JABAR EKSPRES – Siapa sangka, tumpukan koran bekas yang sering diabaikan justru menjadi ladang usaha yang menjanjikan bagi perajin di Kabupaten Ciamis.
Asep Sopandi, warga Bojonghuni, berhasil mengubah limbah kertas tersebut menjadi berbagai produk kerajinan artistik yang kini dipasarkan hingga ke berbagai provinsi di Indonesia. Inovasi ini menjadi bukti bahwa kreativitas pelaku UMKM mampu mengangkat nilai ekonomi dari barang yang tak terpakai.
Melalui brand Revcycle Art, Asep memproduksi aneka kerajinan seperti kotak tisu, tempat air mineral, jam dinding, miniatur Rumah Gadang, hingga hiasan burung merak.
Baca Juga:Sudah ke Jakarta Fair? Jangan Lewatkan Produk UMKM Lokal di Bright Store by PertaminaHadapi Musim Kemarau, Pemkab Bogor Normalisasi Irigasi untuk Selamatkan 800 Hektare Sawah
Karya-karya ini tidak hanya unik karena terbuat dari bahan daur ulang, tetapi juga memiliki nilai seni yang tinggi, sehingga banyak diminati oleh konsumen.
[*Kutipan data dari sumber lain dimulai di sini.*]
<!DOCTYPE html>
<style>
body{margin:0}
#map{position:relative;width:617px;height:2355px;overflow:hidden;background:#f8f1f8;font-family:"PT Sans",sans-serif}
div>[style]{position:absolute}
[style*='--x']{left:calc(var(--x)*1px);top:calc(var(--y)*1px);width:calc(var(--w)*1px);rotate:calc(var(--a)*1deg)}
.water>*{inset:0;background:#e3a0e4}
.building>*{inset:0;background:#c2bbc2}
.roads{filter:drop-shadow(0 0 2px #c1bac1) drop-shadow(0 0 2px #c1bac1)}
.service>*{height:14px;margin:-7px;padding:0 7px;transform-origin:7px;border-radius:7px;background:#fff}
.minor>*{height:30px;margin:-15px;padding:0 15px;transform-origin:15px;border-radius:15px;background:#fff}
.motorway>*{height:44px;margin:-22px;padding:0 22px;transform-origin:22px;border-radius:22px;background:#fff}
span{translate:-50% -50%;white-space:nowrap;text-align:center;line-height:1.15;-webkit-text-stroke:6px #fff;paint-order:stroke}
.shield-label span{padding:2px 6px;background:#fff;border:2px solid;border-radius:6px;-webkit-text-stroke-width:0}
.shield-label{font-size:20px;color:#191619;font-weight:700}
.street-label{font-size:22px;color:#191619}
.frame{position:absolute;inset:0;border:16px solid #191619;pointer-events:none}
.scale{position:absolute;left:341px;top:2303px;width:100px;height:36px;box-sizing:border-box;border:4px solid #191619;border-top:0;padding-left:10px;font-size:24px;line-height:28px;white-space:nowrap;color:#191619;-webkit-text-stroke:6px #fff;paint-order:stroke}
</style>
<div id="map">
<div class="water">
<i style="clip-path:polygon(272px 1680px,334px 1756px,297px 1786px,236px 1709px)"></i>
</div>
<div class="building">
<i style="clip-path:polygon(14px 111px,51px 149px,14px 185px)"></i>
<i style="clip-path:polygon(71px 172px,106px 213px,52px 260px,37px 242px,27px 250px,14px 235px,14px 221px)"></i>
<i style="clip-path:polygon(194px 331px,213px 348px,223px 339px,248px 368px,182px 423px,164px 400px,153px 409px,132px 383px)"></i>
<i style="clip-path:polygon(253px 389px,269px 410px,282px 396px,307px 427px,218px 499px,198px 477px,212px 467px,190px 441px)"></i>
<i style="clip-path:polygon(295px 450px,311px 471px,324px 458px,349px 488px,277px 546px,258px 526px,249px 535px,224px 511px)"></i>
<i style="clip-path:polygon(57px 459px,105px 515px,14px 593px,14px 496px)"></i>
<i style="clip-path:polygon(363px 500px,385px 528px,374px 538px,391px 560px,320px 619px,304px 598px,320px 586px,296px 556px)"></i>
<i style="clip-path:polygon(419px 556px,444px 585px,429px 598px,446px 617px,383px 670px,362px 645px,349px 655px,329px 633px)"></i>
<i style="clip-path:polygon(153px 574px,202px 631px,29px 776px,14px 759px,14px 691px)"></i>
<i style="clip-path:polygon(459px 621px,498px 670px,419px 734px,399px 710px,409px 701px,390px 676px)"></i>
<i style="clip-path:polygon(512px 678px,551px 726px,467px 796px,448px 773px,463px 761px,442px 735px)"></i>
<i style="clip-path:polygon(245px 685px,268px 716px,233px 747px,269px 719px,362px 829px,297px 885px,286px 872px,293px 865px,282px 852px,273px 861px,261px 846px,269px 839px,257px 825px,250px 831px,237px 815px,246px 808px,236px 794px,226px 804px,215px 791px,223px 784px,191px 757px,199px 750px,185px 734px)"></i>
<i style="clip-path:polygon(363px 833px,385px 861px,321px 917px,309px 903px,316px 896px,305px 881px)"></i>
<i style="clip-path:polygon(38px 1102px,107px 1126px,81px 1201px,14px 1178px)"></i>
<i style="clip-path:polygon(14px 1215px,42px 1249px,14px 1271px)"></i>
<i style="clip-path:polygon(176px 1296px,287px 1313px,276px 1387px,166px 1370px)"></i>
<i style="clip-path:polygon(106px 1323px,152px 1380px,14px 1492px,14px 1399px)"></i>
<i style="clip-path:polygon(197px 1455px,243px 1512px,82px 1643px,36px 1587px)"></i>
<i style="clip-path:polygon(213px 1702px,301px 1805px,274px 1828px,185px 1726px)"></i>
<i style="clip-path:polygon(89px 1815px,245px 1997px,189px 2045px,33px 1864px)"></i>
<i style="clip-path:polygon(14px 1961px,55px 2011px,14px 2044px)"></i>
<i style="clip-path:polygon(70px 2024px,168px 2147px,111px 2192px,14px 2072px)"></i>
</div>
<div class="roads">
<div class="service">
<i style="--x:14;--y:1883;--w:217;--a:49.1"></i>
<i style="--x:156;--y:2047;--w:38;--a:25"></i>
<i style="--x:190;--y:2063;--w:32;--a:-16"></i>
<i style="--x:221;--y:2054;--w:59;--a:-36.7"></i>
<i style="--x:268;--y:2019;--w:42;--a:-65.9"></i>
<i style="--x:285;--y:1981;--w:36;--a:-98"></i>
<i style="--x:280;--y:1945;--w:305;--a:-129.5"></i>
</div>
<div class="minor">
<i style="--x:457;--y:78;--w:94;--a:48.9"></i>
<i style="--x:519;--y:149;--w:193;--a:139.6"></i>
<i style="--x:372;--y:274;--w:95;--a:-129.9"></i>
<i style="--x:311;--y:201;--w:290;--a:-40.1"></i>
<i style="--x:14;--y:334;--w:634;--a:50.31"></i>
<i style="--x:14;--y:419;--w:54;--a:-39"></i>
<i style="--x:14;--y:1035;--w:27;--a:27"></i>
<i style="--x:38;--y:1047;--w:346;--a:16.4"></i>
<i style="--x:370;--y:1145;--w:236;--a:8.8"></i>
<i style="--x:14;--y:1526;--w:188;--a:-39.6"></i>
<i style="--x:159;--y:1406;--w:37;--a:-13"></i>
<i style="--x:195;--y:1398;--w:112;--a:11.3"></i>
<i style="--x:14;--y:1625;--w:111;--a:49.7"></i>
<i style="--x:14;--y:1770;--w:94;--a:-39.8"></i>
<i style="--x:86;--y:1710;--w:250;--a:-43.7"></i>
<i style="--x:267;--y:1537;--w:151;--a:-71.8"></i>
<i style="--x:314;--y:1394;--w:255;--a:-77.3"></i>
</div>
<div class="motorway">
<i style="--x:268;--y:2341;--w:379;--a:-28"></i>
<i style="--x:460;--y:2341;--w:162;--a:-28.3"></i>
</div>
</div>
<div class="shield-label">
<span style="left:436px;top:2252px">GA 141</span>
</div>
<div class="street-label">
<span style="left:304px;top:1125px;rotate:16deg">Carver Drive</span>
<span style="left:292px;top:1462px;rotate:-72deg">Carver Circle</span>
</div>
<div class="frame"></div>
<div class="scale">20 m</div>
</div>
Berbagai produk kerajinan tersebut dipamerkan dan dijual di Gerai UMKM Ciamis yang terletak di Kelurahan Maleber, Kecamatan Ciamis. Gerai ini menjadi pusat promosi produk-produk unggulan daerah dan wadah pendampingan bagi pelaku UMKM setempat.
Selain kerajinan koran, gerai tersebut juga menampilkan produk olahan makanan, kerajinan batok kelapa, lukisan, dan kriya kayu.
Kepala Bidang Perdagangan DKUKMPP Kabupaten Ciamis, Wahyu Ghifary Setiawan, menuturkan bahwa gerai ini merupakan fasilitas dari pemerintah daerah untuk membantu pelaku UMKM memperluas promosi.
“Gerai ini diharapkan menjadi etalase produk unggulan daerah yang mampu meningkatkan daya saing dan memperluas pasar UMKM lokal,” ujarnya, Jumat (19/6/2026).
Saat ini, puluhan produk UMKM telah dipasarkan melalui gerai tersebut dan berhasil menarik minat konsumen dari berbagai daerah di Indonesia. Ini menandakan bahwa produk kerajinan dari Ciamis mampu bersaing di pasar nasional.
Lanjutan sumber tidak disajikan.